A work cloth for comparison (referred to as Comparative Example 4) was obtained in exactly the same manner as in this example.

The performances of the present invention and the comparative fabric obtained as described above were measured, and the results are shown in Table 1.

[Table 1]

As is clear from Table 1, the fiber fabric of the present invention in which the sunlight reflecting layer was formed on the back surface of the fiber fabric containing the alkali metal titanate or the alkaline earth metal titanate was the same as in Comparative Example 4. It can be seen that it has an excellent cool feeling effect as compared with the printed fiber fabric of No. 1, and that the cool feeling effect is also improved as compared with known cool feeling fiber fabrics such as Comparative Examples 1, 2, and 3.

[0030]

According to the present invention, it is possible to obtain a fiber fabric having a good cooling sensation that suppresses a rise in the temperature of clothes and the temperature inside clothes under direct sunlight.

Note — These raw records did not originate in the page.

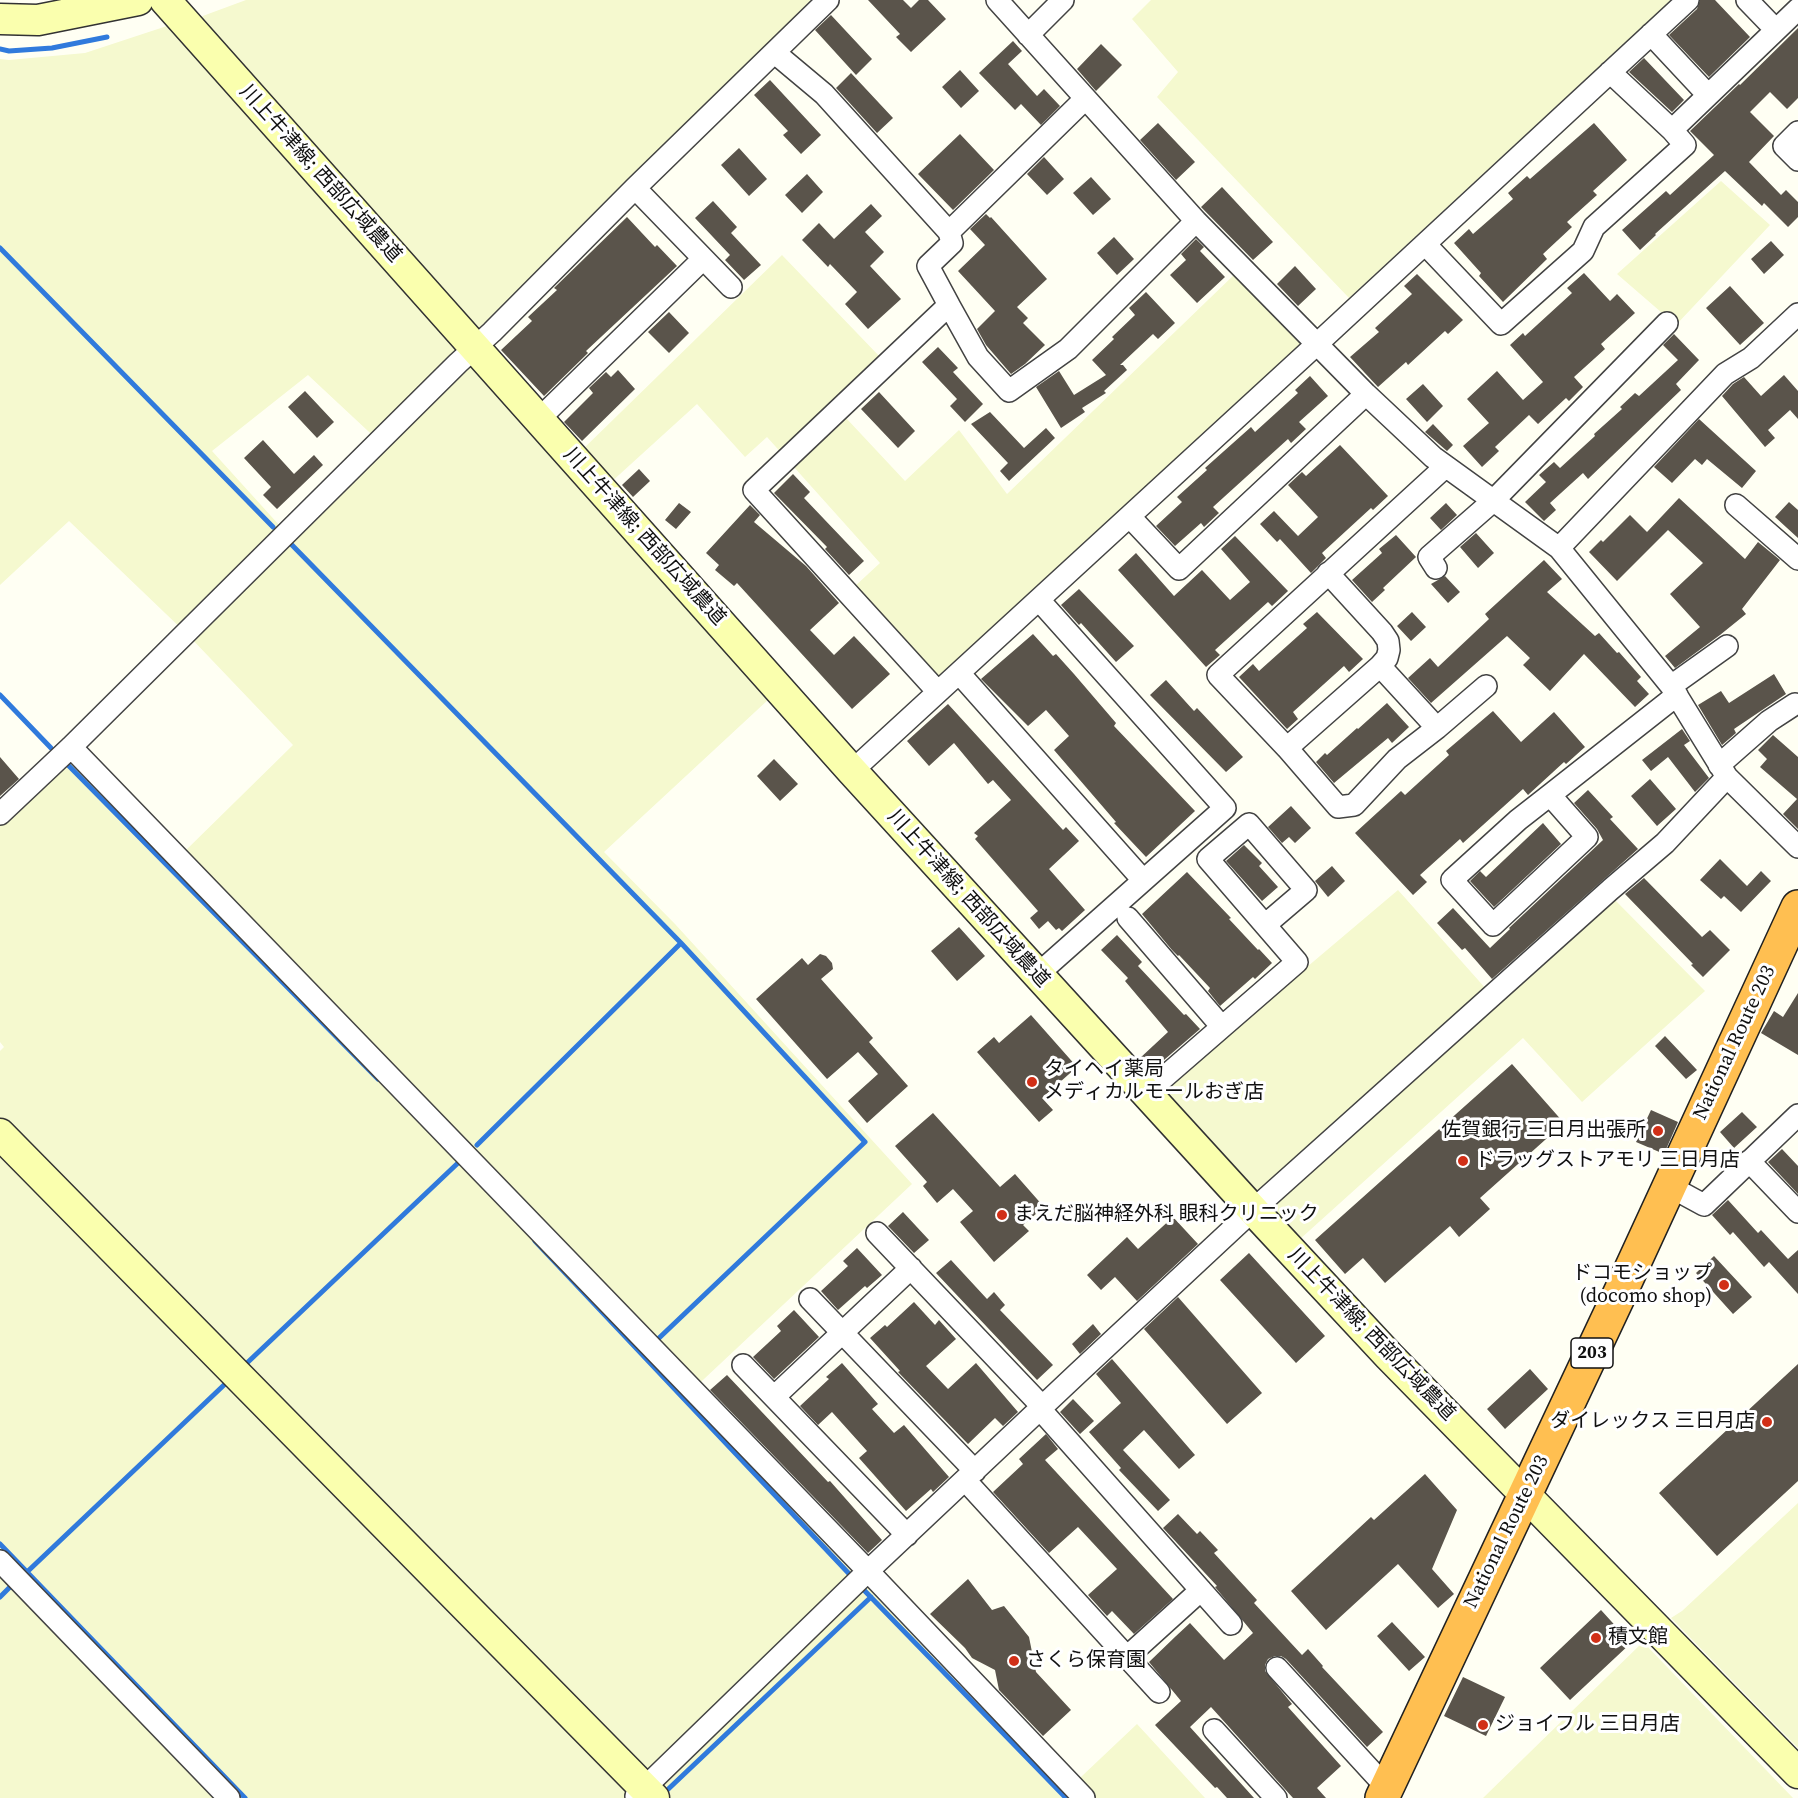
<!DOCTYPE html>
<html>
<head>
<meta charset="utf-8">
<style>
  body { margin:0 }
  canvas { display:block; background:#fffff3 }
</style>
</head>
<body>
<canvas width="1798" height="1798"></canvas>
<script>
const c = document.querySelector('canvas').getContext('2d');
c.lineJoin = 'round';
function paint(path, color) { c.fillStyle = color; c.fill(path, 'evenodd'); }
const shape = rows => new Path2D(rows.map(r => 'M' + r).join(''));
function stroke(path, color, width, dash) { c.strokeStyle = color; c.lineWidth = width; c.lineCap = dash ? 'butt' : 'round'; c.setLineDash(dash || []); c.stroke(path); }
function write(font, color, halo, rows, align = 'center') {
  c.font = font + ' "Source Serif 4","Noto Sans JP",serif'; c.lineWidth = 6; c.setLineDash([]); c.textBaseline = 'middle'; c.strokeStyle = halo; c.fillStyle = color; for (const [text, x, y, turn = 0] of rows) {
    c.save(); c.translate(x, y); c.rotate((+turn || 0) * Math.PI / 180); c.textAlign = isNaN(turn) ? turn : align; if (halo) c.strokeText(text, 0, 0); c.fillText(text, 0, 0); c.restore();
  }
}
paint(shape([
  [246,0,811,0,477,330,200,17],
  [1151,0,1671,0,1349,298,1157,97,1178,72,1132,19],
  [170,25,769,699,604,852,675,924,912,1184,688,1394,1064,1793,1137,1724,1205,1798,668,1798,0,1118,0,1051,4,1047,0,1042,0,821,80,752,182,854,293,745,189,636,69,521,0,585,0,59,9,60,85,53],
  [308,375,383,445,290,537,212,451],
  [1721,181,1770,225,1676,325,1617,274],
  [782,255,881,358,832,403,905,481,959,430,1007,494,1237,272,1303,345,939,683,854,587,880,563,767,437,745,457,697,404,609,484,580,452],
  [1398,890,1495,999,1613,898,1705,991,1582,1102,1523,1038,1299,1240,1158,1093],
  [0,1152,641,1798,0,1798],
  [1798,1503,1798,1748,1671,1618,1682,1611],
  [1643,1642,1793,1798,1483,1798,1568,1715]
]), '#f5f9cf');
stroke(shape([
  [0,49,9,51,52,48,107,37],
  [0,248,273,527],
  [291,544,681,943,865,1142,658,1339],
  [0,695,51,748],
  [69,766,378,1079],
  [477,1145,681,943],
  [535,1241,854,1579],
  [248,1362,459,1162],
  [0,1544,245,1798],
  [27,1572,224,1385],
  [860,1586,1066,1798],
  [0,1597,10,1587],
  [662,1795,871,1597]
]), '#307adc', 5);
paint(shape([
  [868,0,903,0,911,8,919,0,928,0,946,19,911,52,896,37,900,34],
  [1700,0,1715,0,1750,37,1709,77,1669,35,1697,9],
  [831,15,872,59,856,75,815,30],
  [1798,28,1798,98,1787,109,1770,92,1750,112,1774,136,1749,162,1781,195,1786,190,1798,202,1798,217,1788,227,1764,203,1762,206,1725,171,1655,234,1656,235,1640,250,1622,230,1666,191,1670,195,1714,155,1690,131,1739,84,1740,85],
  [1013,41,1022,51,1008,64,1037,96,1044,89,1060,106,1041,125,1021,104,1015,110,979,73],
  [1101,44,1122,65,1096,91,1077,69],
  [1644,58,1684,100,1672,112,1629,72],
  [960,70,979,91,961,108,942,87],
  [851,73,893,118,877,133,836,88],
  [770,80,821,135,801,154,783,135,788,131,754,95],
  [1158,123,1195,162,1176,180,1140,140],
  [1594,123,1627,160,1593,191,1597,195,1567,222,1572,227,1543,254,1547,259,1503,302,1479,276,1481,273,1454,243,1469,229,1473,234,1513,199,1508,193,1527,176,1530,179],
  [960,134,994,170,953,210,918,174],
  [739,148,767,179,749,196,721,165],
  [1044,157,1064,179,1047,195,1027,174],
  [807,174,823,192,802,213,785,195],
  [1091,177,1111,199,1093,215,1073,193],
  [1222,187,1273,242,1253,260,1201,207],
  [713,201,737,227,731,233,761,265,744,280,725,260,730,255,695,218],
  [871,204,882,216,865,232,884,252,870,266,901,299,868,329,845,304,857,292,830,264,828,267,802,240,819,223,834,239],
  [986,214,990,218,991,217,1047,279,1017,307,1028,318,1023,323,1045,345,1025,364,1011,374,986,345,977,329,995,311,958,271,985,245,970,229],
  [627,217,655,247,657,245,677,266,586,351,588,353,544,396,501,350,532,321,528,317,557,290,554,288],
  [1114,237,1134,259,1117,275,1097,253],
  [1196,239,1204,247,1200,251,1225,277,1197,303,1170,275,1186,260,1181,254],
  [1771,241,1784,255,1764,274,1751,259],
  [1295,266,1316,289,1298,306,1277,284],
  [1584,273,1610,301,1617,294,1635,313,1601,344,1605,349,1574,377,1583,387,1569,401,1566,398,1538,424,1529,415,1495,447,1499,451,1482,467,1463,446,1489,423,1467,399,1497,371,1523,400,1543,382,1510,345,1523,333,1525,336,1572,293,1567,288],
  [1417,274,1463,320,1448,334,1445,331,1408,365,1406,362,1378,387,1350,357,1379,332,1375,328,1412,294,1404,286],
  [1730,286,1764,323,1740,345,1706,308],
  [1146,292,1175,323,1158,339,1153,334,1120,365,1123,365,1127,370,1104,391,1106,393,1082,408,1085,412,1061,428,1036,387,1059,371,1074,395,1106,375,1092,360,1114,339,1112,337,1135,315,1129,308],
  [669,312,689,333,669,353,648,332],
  [1674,334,1699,360,1676,384,1681,390,1588,479,1583,473,1550,503,1556,510,1544,521,1525,502,1546,482,1539,475,1554,462,1560,468,1595,436,1594,434,1622,409,1620,407,1635,393,1639,396,1678,360,1663,345],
  [938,347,958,368,953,372,983,404,965,422,950,406,957,399,922,362],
  [618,370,635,389,582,441,564,422,593,393,589,388,606,372,611,377],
  [1784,375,1798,391,1798,419,1790,410,1768,430,1775,438,1765,447,1722,396,1733,384,1744,377,1761,396],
  [1310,376,1328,396,1299,422,1306,429,1291,443,1288,439,1213,507,1219,513,1204,527,1201,523,1175,546,1156,526,1182,502,1177,497,1207,470,1205,468,1251,427,1255,432,1298,393,1295,390],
  [1423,384,1443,406,1427,422,1406,399],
  [305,391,334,422,317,438,288,407],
  [879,392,915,431,898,448,861,409],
  [990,412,1024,448,1046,428,1055,438,1009,481,1000,471,1008,463,971,424],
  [1699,419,1756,471,1742,488,1707,459,1702,465,1695,459,1672,483,1654,467],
  [1433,424,1453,445,1447,451,1425,432],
  [263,440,294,474,314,455,323,465,277,509,263,495,271,487,244,458],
  [1340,445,1388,496,1373,510,1371,508,1322,553,1326,558,1311,573,1280,539,1277,542,1260,524,1274,511,1298,536,1318,517,1288,485,1302,472,1306,476],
  [639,469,650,481,633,497,622,485],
  [793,474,810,492,804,498,864,561,849,575,825,549,827,547,774,493],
  [1679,498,1745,559,1758,542,1780,560,1742,609,1746,614,1720,635,1675,668,1665,656,1700,627,1670,594,1703,563,1668,530,1617,581,1589,552,1601,540,1603,542,1630,515,1647,532],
  [1789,502,1798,510,1798,538,1775,517],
  [679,503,691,512,676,529,665,520],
  [1446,503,1457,515,1441,530,1430,518],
  [750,505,760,515,754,522,806,566,839,603,810,630,834,655,854,636,890,674,852,709,737,583,734,586,715,570,719,565,706,553],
  [1476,533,1494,553,1478,568,1460,547],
  [1396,535,1416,557,1383,588,1385,590,1372,602,1352,580,1382,553,1379,549],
  [1235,536,1288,591,1272,606,1268,602,1215,650,1220,655,1206,667,1118,570,1136,553,1174,596,1202,570,1230,600,1250,582,1221,549],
  [1544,560,1562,579,1547,592,1595,636,1599,633,1617,653,1619,652,1641,677,1637,681,1649,694,1635,707,1584,654,1550,691,1523,665,1530,658,1507,636,1431,703,1408,678,1430,658,1438,667,1489,619,1485,614],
  [1445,576,1460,592,1448,603,1431,584],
  [1079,589,1134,646,1116,662,1081,623,1079,625,1061,605],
  [1317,612,1363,659,1349,672,1344,666,1293,712,1298,719,1287,729,1239,677,1253,664,1259,671,1307,628,1303,624],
  [1412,612,1426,627,1411,641,1397,626],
  [1033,634,1053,656,1056,654,1074,674,1116,723,1114,726,1195,811,1146,857,1114,823,1116,822,1054,750,1069,736,1046,710,1028,726,981,679],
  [1774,674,1786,694,1734,729,1736,733,1722,745,1698,705,1721,691,1729,703],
  [1166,680,1194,711,1197,708,1243,757,1226,772,1150,695],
  [1387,703,1409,727,1392,743,1388,738,1334,783,1316,762,1325,753,1327,755,1357,728,1358,729],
  [948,704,1063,830,1066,827,1079,841,1049,869,1085,910,1062,931,1059,928,1056,930,1048,921,1039,929,1030,918,1038,911,975,839,978,836,974,833,1011,800,993,780,988,784,954,743,929,766,907,741],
  [1493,711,1521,742,1554,712,1585,747,1566,764,1564,762,1528,795,1523,789,1463,843,1460,839,1420,875,1427,882,1413,895,1355,833,1401,791,1405,795,1449,755,1446,751],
  [1682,729,1690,741,1684,745,1709,778,1695,792,1668,757,1651,771,1642,760],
  [1773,735,1798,757,1798,829,1783,814,1797,799,1760,767,1767,759,1758,750],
  [0,757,19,779,0,796],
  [774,759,798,784,780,801,757,776],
  [1650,779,1676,809,1657,826,1631,796],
  [1588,790,1613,817,1610,819,1638,849,1492,979,1465,948,1462,950,1437,923,1453,908,1490,948,1510,929,1509,928,1603,840,1597,829,1574,803],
  [1291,806,1311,828,1295,843,1289,837,1282,843,1268,827],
  [1543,823,1561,844,1494,907,1470,881,1480,871,1486,877],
  [1244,845,1262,863,1259,866,1278,887,1262,901,1226,861],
  [1720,859,1747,886,1761,871,1771,881,1741,912,1724,896,1721,899,1700,880],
  [1332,866,1345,881,1328,897,1315,881],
  [1187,872,1231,918,1229,919,1258,950,1259,949,1272,963,1255,979,1253,977,1220,1006,1208,991,1210,988,1179,955,1178,956,1172,950,1142,914],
  [1644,878,1702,937,1710,930,1730,950,1703,977,1691,965,1693,964,1625,894],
  [959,927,985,956,957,981,931,951],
  [1117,935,1142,962,1138,966,1184,1015,1186,1014,1200,1029,1150,1072,1139,1059,1168,1032,1125,981,1128,978,1101,950],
  [820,954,826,956,832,963,833,969,821,979,873,1038,869,1042,908,1086,867,1123,848,1101,878,1074,858,1052,827,1079,756,999,802,958,808,965],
  [1798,993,1798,1055,1761,1033,1774,1011,1783,1017],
  [1031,1015,1077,1067,1042,1098,1053,1110,1039,1122,977,1052,994,1037,999,1043],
  [1665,1036,1697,1070,1686,1079,1655,1046],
  [1512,1064,1564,1123,1480,1198,1490,1209,1459,1237,1450,1226,1385,1283,1363,1258,1345,1274,1315,1240],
  [1651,1110,1678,1122,1664,1154,1636,1142],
  [1742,1112,1757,1127,1734,1148,1720,1132],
  [933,1113,1000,1187,1015,1174,1044,1207,1023,1225,1029,1231,994,1262,960,1222,973,1211,953,1189,937,1203,923,1186,927,1182,895,1146],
  [1782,1149,1798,1166,1798,1194,1768,1162],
  [1728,1200,1758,1233,1761,1230,1788,1259,1798,1250,1798,1294,1769,1262,1764,1267,1733,1232,1730,1235,1712,1215],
  [903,1212,929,1240,914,1253,888,1226],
  [1173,1217,1198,1244,1137,1301,1115,1277,1101,1290,1087,1275,1127,1237,1138,1249],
  [857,1248,882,1275,867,1288,865,1286,838,1310,821,1291,848,1266,843,1261],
  [1249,1253,1325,1336,1296,1363,1220,1280],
  [1714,1256,1752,1297,1733,1314,1696,1273],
  [951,1260,987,1299,994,1292,1005,1305,1000,1310,1053,1365,1037,1380,936,1273],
  [1178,1297,1262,1393,1227,1424,1144,1329],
  [914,1302,935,1325,939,1320,956,1339,926,1366,948,1389,976,1363,1018,1412,1003,1426,995,1418,968,1444,898,1372,900,1371,870,1338,885,1325,887,1327],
  [794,1310,819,1337,774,1379,753,1357,781,1331,777,1326],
  [1093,1324,1101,1334,1080,1354,1072,1344],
  [1112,1359,1195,1455,1179,1469,1144,1430,1123,1450,1170,1500,1158,1511,1119,1470,1121,1468,1089,1432,1121,1403,1096,1374],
  [842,1363,878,1404,872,1409,894,1433,904,1425,949,1477,933,1492,931,1489,906,1511,859,1458,867,1451,832,1412,818,1425,800,1406,829,1379,826,1377],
  [1798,1364,1798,1481,1717,1556,1659,1493],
  [1530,1369,1548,1389,1505,1429,1487,1409],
  [727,1375,828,1482,830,1481,882,1540,868,1553,710,1390],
  [1073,1399,1094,1421,1080,1434,1060,1412],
  [1046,1434,1058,1449,1045,1460,1173,1599,1134,1634,1112,1611,1107,1616,1088,1595,1117,1569,1078,1527,1049,1553,993,1492,1023,1464,1019,1459],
  [1425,1474,1457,1510,1432,1569,1454,1594,1438,1608,1398,1564,1326,1630,1291,1591,1371,1517,1374,1520],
  [1178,1514,1197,1534,1200,1531,1218,1550,1214,1553,1257,1600,1254,1603,1302,1655,1308,1649,1323,1666,1322,1667,1383,1732,1367,1747,1286,1659,1281,1656,1275,1656,1268,1659,1265,1665,1265,1671,1292,1704,1288,1707,1341,1766,1317,1788,1326,1798,1293,1798,1211,1707,1190,1727,1254,1798,1227,1798,1217,1787,1215,1788,1155,1725,1181,1701,1149,1662,1176,1636,1190,1623,1224,1660,1253,1633,1215,1587,1217,1586,1163,1528],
  [968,1579,992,1610,1004,1606,1029,1637,1036,1672,1071,1710,1043,1736,999,1690,995,1670,972,1658,965,1648,930,1614],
  [1601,1610,1631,1643,1570,1700,1540,1668],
  [1392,1622,1425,1657,1409,1671,1377,1636],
  [1463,1677,1505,1697,1486,1736,1444,1716]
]), '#5a544b');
const street = shape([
  [997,0,1196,221,1366,394,1433,457,1559,548,1671,686,1727,777,1798,847],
  [1747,0,1776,30],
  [1651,34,1708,95],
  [1028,35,1063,0],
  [775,53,824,94,949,232],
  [1610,72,1672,130,1798,9],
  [1798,132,1784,146,1798,160],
  [635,188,731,287],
  [1425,244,1501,324,1583,251,1594,227,1685,145,1672,130],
  [949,305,978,357,1009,391,1068,349,1196,221],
  [539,419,703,259],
  [1445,467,1218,675,1287,748,1338,807,1354,805,1397,759,1437,728,1486,686],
  [1736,505,1798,559],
  [1130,517,1179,569,1366,394],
  [1559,548,1725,374,1751,358,1798,314],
  [1436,568,1429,557,1493,501,1667,323],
  [1380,666,1437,728],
  [959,673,1143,880],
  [1671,686,1727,646],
  [938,692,754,490,949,305,928,266,952,243,949,232,1085,99],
  [71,747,868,1571,1084,1798],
  [1287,748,1380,666,1387,658,1389,650,1388,641,1382,632,1328,573],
  [1719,765,1769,721,1795,704],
  [852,771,1317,344,1688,0],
  [1550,795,1587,837,1493,925,1452,880,1518,820,1550,795,1677,695],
  [0,814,71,747,458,363,492,332,635,188,828,0],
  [1128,918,1222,1027],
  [1038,974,1225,808,1039,600],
  [1146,1093,1297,962,1208,859,1249,824,1306,890,1265,925],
  [1749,1161,1798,1212],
  [1669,1186,1704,1205,1798,1115],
  [877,1233,1036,1400,1040,1409,1231,1624],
  [810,1299,975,1471],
  [743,1365,907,1535],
  [774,1397,911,1268],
  [965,1480,1159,1692],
  [0,1561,229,1798],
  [1127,1657,1201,1590],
  [1277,1668,1387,1788],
  [1214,1730,1276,1798],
  [636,1796,868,1571,1078,1373,1253,1210,1611,889,1665,843,1727,777]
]);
const secondary = shape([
  [165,0,852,771,1253,1210,1389,1356,1798,1773],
  [0,19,38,20,138,0],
  [0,1134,654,1798]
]);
const highway = shape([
  [1382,1798,1621,1291,1798,907]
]);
stroke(street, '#434343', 24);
stroke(secondary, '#323232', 33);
stroke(highway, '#212121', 36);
stroke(street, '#fff', 21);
stroke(secondary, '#faffae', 30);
stroke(highway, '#ffbf51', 33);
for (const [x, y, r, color] of [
  [1032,1082,6,"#d12f17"],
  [1658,1131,6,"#d12f17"],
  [1463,1161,6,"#d12f17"],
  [1002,1215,6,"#d12f17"],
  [1724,1285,6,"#d12f17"],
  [1767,1422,6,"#d12f17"],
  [1596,1638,6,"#d12f17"],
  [1014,1661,6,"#d12f17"],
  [1483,1725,6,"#d12f17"]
]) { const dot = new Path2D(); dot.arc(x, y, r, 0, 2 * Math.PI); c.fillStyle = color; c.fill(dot); stroke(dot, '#fff', 2); }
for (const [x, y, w] of [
  [1592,1353,42]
]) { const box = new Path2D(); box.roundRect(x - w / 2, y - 15, w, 30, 4.5); c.fillStyle = '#fff'; c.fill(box); stroke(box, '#101010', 1.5); }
write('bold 18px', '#101010', null, [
  ["203",1592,1353]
]);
write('20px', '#101010', '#fff', [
  ["川上牛津線; 西部広域農道",320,174,48],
  ["川上牛津線; 西部広域農道",644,537,48],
  ["川上牛津線; 西部広域農道",968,899,48],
  ["National Route 203",1735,1043,-65],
  ["川上牛津線; 西部広域農道",1371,1335,46],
  ["National Route 203",1507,1532,-64]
]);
write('20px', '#101010', '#fff', [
  ["タイヘイ薬局",1044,1070],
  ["メディカルモールおぎ店",1044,1093],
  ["佐賀銀行 三日月出張所",1646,1131,"right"],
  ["ドラッグストアモリ 三日月店",1475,1161],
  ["まえだ脳神経外科 眼科クリニック",1014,1215],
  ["ドコモショップ",1712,1274,"right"],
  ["(docomo shop)",1712,1297,"right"],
  ["ダイレックス 三日月店",1755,1422,"right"],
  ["積文館",1608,1638],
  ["さくら保育園",1026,1661],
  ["ジョイフル 三日月店",1495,1725]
], 'left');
</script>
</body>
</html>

[Brief description of the drawings]

FIG. 1 is a side sectional view showing a main part of an apparatus for measuring the temperature in clothes of a cool-sensible fiber cloth of the present invention.

[Explanation of symbols]

1 100 W white light source for photography 2 Fiber fabric to be measured 3 Temperature sensor 4 Black polyester fabric (both warp and weft 75d / 36
f, warp density 110 yarns / inch, weft yarn density 80 yarns / inch) 5 20mm thick foamed polystyrene insulation

Continuation of front page (58) Field surveyed (Int.Cl. ⁷ , DB name) D03D 15/00 D06M 11/00

Claims (1)

(57) [Claims] 1. A cooling sensation characterized by having a solar reflective layer on the back surface of a fiber fabric made of fibers containing at least one kind of ceramic fine particles of alkali metal titanate or alkaline earth metal titanate. Fabric.